* _Task statement_
Set the following entries down again exactly, line by line.

[Stored data entries]
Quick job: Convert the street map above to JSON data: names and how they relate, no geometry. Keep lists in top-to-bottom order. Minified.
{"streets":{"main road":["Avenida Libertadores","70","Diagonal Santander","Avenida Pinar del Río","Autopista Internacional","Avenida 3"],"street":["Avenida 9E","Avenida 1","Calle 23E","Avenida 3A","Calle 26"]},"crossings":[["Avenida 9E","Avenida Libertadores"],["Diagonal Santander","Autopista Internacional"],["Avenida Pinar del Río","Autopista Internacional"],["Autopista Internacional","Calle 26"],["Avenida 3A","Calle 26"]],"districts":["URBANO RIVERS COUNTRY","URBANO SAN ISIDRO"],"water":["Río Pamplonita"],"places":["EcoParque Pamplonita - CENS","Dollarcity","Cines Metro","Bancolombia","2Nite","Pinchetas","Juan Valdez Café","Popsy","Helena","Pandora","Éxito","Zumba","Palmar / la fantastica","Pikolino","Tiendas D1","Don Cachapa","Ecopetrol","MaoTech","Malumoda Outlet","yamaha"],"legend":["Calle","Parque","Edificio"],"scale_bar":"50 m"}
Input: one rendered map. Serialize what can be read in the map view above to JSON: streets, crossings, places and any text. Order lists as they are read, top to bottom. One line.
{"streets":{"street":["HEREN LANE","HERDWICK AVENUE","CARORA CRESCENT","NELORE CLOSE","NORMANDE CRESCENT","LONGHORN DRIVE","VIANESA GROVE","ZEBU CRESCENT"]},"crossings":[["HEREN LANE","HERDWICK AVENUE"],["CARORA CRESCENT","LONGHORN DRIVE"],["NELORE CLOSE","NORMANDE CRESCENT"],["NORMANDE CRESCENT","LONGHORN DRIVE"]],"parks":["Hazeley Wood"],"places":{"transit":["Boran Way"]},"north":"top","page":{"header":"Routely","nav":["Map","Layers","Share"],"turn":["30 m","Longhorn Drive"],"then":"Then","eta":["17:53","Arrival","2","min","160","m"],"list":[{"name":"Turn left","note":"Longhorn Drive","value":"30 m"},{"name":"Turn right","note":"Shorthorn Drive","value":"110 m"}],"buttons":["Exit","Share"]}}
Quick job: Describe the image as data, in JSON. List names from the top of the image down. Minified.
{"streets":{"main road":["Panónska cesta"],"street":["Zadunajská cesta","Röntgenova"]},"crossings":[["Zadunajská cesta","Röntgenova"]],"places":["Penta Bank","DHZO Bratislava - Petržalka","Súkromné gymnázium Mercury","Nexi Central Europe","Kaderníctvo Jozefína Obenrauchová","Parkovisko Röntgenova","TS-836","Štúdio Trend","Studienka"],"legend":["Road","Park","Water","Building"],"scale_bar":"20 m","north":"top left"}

* _Answer section_
Quick job: Convert the street map above to JSON data: names and how they relate, no geometry. Keep lists in top-to-bottom order. Minified.
{"streets":{"main road":["Avenida Libertadores","70","Diagonal Santander","Avenida Pinar del Río","Autopista Internacional","Avenida 3"],"street":["Avenida 9E","Avenida 1","Calle 23E","Avenida 3A","Calle 26"]},"crossings":[["Avenida 9E","Avenida Libertadores"],["Diagonal Santander","Autopista Internacional"],["Avenida Pinar del Río","Autopista Internacional"],["Autopista Internacional","Calle 26"],["Avenida 3A","Calle 26"]],"districts":["URBANO RIVERS COUNTRY","URBANO SAN ISIDRO"],"water":["Río Pamplonita"],"places":["EcoParque Pamplonita - CENS","Dollarcity","Cines Metro","Bancolombia","2Nite","Pinchetas","Juan Valdez Café","Popsy","Helena","Pandora","Éxito","Zumba","Palmar / la fantastica","Pikolino","Tiendas D1","Don Cachapa","Ecopetrol","MaoTech","Malumoda Outlet","yamaha"],"legend":["Calle","Parque","Edificio"],"scale_bar":"50 m"}
Input: one rendered map. Serialize what can be read in the map view above to JSON: streets, crossings, places and any text. Order lists as they are read, top to bottom. One line.
{"streets":{"street":["HEREN LANE","HERDWICK AVENUE","CARORA CRESCENT","NELORE CLOSE","NORMANDE CRESCENT","LONGHORN DRIVE","VIANESA GROVE","ZEBU CRESCENT"]},"crossings":[["HEREN LANE","HERDWICK AVENUE"],["CARORA CRESCENT","LONGHORN DRIVE"],["NELORE CLOSE","NORMANDE CRESCENT"],["NORMANDE CRESCENT","LONGHORN DRIVE"]],"parks":["Hazeley Wood"],"places":{"transit":["Boran Way"]},"north":"top","page":{"header":"Routely","nav":["Map","Layers","Share"],"turn":["30 m","Longhorn Drive"],"then":"Then","eta":["17:53","Arrival","2","min","160","m"],"list":[{"name":"Turn left","note":"Longhorn Drive","value":"30 m"},{"name":"Turn right","note":"Shorthorn Drive","value":"110 m"}],"buttons":["Exit","Share"]}}
Quick job: Describe the image as data, in JSON. List names from the top of the image down. Minified.
{"streets":{"main road":["Panónska cesta"],"street":["Zadunajská cesta","Röntgenova"]},"crossings":[["Zadunajská cesta","Röntgenova"]],"places":["Penta Bank","DHZO Bratislava - Petržalka","Súkromné gymnázium Mercury","Nexi Central Europe","Kaderníctvo Jozefína Obenrauchová","Parkovisko Röntgenova","TS-836","Štúdio Trend","Studienka"],"legend":["Road","Park","Water","Building"],"scale_bar":"20 m","north":"top left"}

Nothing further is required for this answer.